I remember the first time I read His Dark Materials trilogy as a kid and how much I loved it. I was able to escape to a completely different world, and it was the first love story I really enjoyed. I loved it so much I reread the books immediately, and begged my parents for the cassettes for the audiobooks. Makes me kind of sad that we seem to not value reading as a form of entertainment anymore because getting immersed in a book is a completely unique feeling I rarely get from any visual media.
> In Texas, she said, “There’s no way we would have been able to read the entire thing. It’s [Enemies: A Love Story] a beautiful book, but there is an affair in it.”
Wow. Wait'll they encounter Genesis, Samuel, Kings, etc.
> Perhaps that is to be expected in the era of TikTok and A.I. Some education experts believe that in the near future, even the most sophisticated stories and knowledge will be imparted mainly through audio and video...
In no world would I consider a person who says "it's okay if the next generation is illiterate" an education expert.
And the guy selling excerpts software says there's no data suggesting a deep, unsolvable flaw in his product. Cool.

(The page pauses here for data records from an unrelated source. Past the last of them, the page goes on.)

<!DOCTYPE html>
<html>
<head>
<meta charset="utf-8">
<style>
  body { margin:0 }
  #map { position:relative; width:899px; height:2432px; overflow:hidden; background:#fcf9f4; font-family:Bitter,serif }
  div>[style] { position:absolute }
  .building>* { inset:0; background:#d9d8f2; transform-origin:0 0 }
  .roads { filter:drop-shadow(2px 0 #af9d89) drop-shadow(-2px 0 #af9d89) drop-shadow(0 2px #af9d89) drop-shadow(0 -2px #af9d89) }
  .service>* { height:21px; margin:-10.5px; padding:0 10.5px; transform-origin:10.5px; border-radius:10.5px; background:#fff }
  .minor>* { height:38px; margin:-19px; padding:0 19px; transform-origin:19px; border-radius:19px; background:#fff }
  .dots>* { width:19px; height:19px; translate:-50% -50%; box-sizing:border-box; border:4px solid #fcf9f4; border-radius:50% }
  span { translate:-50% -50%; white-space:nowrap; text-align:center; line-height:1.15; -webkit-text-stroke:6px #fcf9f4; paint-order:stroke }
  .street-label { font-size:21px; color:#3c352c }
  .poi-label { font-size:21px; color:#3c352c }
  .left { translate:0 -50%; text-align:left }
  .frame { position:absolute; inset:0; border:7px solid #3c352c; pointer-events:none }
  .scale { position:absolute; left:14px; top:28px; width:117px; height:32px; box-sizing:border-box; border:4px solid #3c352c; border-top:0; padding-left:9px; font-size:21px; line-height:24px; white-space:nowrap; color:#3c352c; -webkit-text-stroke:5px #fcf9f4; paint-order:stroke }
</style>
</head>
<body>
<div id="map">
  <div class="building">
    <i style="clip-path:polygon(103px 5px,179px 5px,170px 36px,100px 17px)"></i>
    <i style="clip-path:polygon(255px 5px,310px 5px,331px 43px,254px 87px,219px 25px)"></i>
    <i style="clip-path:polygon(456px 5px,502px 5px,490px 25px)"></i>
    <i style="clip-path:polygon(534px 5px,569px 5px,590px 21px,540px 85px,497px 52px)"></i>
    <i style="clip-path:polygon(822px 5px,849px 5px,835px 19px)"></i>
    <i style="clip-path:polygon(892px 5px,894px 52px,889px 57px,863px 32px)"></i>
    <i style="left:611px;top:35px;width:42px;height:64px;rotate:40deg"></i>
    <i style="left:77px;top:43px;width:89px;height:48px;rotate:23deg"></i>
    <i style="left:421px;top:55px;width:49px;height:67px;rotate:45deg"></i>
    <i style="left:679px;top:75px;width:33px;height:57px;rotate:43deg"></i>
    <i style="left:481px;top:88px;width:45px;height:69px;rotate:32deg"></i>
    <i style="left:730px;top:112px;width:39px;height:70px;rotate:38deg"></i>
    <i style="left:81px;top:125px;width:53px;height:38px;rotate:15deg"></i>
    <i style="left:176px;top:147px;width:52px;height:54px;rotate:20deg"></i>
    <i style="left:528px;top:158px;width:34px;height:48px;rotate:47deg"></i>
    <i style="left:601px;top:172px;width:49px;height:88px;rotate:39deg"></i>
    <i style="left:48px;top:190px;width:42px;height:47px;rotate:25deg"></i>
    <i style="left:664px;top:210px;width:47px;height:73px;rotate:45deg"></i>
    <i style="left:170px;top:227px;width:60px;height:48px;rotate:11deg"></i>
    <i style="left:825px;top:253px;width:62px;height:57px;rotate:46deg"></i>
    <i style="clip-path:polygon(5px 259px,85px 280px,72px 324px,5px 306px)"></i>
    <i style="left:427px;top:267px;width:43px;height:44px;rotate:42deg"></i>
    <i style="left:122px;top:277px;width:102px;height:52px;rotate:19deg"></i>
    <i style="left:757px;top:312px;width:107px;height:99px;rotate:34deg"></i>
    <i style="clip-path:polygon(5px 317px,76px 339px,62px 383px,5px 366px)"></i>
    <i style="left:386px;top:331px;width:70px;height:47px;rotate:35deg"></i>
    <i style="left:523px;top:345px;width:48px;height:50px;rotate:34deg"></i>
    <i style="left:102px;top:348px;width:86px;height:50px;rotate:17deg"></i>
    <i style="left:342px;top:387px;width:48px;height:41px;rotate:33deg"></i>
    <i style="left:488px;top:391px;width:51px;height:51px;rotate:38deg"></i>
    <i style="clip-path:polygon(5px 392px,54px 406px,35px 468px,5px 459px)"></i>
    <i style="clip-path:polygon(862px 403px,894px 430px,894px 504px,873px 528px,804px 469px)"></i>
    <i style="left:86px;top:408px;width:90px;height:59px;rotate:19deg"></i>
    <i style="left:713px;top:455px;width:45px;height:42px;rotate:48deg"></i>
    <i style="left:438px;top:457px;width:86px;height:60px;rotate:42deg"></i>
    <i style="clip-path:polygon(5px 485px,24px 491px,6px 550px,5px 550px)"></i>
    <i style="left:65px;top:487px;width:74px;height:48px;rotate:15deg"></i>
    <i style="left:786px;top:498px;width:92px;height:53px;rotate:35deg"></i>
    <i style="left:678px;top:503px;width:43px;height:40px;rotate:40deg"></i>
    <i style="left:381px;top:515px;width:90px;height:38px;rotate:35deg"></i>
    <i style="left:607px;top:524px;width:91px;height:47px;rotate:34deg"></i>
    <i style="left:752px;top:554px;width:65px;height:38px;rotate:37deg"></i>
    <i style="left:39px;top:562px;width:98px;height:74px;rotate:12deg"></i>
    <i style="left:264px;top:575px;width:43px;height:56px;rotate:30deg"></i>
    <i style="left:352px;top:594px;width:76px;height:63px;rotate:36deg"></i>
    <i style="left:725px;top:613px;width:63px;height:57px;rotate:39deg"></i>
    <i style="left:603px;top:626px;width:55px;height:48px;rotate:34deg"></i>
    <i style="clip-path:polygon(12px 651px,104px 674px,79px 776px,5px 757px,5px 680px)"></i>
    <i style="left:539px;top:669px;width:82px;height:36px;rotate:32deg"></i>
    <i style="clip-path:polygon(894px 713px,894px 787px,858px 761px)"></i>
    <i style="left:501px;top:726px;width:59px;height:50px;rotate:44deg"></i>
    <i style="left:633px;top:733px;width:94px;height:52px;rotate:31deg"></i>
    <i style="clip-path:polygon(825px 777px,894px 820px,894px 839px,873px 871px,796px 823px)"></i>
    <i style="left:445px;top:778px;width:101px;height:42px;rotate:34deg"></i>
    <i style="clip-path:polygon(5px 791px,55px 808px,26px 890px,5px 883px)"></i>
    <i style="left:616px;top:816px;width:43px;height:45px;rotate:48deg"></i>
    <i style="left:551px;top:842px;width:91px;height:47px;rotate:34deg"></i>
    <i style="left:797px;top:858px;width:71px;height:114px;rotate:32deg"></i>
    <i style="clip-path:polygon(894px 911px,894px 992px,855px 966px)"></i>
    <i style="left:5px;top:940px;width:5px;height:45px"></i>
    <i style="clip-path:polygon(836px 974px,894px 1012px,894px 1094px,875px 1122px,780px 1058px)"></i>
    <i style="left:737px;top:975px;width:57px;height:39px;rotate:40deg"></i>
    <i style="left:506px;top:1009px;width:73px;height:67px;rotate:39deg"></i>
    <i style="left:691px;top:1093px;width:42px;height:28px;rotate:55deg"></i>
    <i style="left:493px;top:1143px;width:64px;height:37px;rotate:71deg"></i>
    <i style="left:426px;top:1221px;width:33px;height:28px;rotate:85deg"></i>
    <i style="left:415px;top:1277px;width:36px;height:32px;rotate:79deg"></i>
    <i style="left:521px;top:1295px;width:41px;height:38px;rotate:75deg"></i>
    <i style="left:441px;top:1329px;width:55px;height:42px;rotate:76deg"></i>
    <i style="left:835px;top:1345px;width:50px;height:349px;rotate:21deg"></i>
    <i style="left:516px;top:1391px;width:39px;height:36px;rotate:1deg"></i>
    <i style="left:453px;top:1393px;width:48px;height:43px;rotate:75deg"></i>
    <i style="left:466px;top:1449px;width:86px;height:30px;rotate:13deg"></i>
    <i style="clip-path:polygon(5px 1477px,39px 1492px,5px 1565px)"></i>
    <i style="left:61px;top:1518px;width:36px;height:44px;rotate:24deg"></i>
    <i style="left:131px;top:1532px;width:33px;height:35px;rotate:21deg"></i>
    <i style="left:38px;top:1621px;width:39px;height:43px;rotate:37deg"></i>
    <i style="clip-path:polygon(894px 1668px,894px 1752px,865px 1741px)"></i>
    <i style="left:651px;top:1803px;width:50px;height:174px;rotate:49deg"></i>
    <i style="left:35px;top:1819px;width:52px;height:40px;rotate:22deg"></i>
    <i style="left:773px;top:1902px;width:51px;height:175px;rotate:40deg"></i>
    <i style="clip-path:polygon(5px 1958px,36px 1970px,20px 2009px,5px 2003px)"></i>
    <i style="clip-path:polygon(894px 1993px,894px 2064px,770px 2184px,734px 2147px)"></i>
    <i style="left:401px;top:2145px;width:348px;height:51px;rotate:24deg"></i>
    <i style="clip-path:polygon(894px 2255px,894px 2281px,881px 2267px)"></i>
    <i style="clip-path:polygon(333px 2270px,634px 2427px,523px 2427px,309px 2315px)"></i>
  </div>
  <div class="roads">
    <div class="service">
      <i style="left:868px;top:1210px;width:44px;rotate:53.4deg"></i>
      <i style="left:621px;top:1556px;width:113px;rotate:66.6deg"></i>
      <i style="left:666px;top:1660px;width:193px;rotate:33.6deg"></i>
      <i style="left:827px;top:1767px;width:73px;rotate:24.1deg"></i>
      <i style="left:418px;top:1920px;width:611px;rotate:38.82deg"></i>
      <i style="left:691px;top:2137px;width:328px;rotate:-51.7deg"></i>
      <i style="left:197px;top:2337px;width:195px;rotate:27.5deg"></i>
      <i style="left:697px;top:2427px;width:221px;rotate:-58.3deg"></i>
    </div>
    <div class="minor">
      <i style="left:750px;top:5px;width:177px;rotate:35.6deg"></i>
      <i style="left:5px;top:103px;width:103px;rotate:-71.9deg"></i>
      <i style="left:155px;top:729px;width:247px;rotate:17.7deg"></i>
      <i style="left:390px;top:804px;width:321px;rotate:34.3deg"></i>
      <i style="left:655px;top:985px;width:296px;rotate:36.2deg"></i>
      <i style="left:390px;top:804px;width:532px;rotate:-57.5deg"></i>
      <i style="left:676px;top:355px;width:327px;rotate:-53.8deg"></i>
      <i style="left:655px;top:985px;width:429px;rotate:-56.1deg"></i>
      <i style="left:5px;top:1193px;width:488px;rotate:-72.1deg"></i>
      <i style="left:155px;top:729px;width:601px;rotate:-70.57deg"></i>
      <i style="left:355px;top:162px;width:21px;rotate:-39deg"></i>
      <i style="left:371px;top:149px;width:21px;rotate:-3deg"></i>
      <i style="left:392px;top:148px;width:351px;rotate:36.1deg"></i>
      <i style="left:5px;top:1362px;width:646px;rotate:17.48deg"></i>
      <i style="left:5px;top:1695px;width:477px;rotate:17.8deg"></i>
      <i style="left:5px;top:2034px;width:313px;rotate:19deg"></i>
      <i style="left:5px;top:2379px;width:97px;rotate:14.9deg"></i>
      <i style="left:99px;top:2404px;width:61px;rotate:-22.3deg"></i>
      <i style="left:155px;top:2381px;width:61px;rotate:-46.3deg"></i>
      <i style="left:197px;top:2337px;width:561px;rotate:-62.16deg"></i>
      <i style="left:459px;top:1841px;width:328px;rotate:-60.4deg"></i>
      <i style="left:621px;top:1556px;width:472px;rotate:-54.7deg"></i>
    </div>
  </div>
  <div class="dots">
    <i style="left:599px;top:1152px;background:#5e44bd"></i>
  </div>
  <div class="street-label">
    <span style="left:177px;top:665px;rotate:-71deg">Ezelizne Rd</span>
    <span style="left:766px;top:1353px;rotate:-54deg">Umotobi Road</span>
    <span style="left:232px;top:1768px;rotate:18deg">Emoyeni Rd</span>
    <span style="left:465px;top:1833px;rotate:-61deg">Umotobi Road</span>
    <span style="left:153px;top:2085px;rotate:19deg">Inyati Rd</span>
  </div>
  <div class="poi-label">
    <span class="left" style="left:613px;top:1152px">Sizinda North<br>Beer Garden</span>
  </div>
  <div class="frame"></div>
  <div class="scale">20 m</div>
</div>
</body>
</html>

> Timothy Shanahan, a leading literacy scholar and an author of the StudySync curriculum, said there was no data suggesting that students become stronger readers when they are assigned full novels.
... If anyone is working on reversing this I'd love to hear where you're starting.
Reversing it? We're on the cusp of the LLM era. You're on a site full of people trying to sell one kind of summarization or another as so thoroughly a replacement for reading full original texts that it can't be questioned without raising hackneyed accusations of objecting to the invention of the calculator. Before long people who read full novels will be seen the way we now see people who listen to music on vinyl.
My suggestion is get kids into audiobooks first and then get them reading, also don’t let kids watch tv or have a smart phone I wasn’t allowed to watch tv during the week as a kid, and I have neck problems because I read so much. Now I’m lucky if I get through a book a year.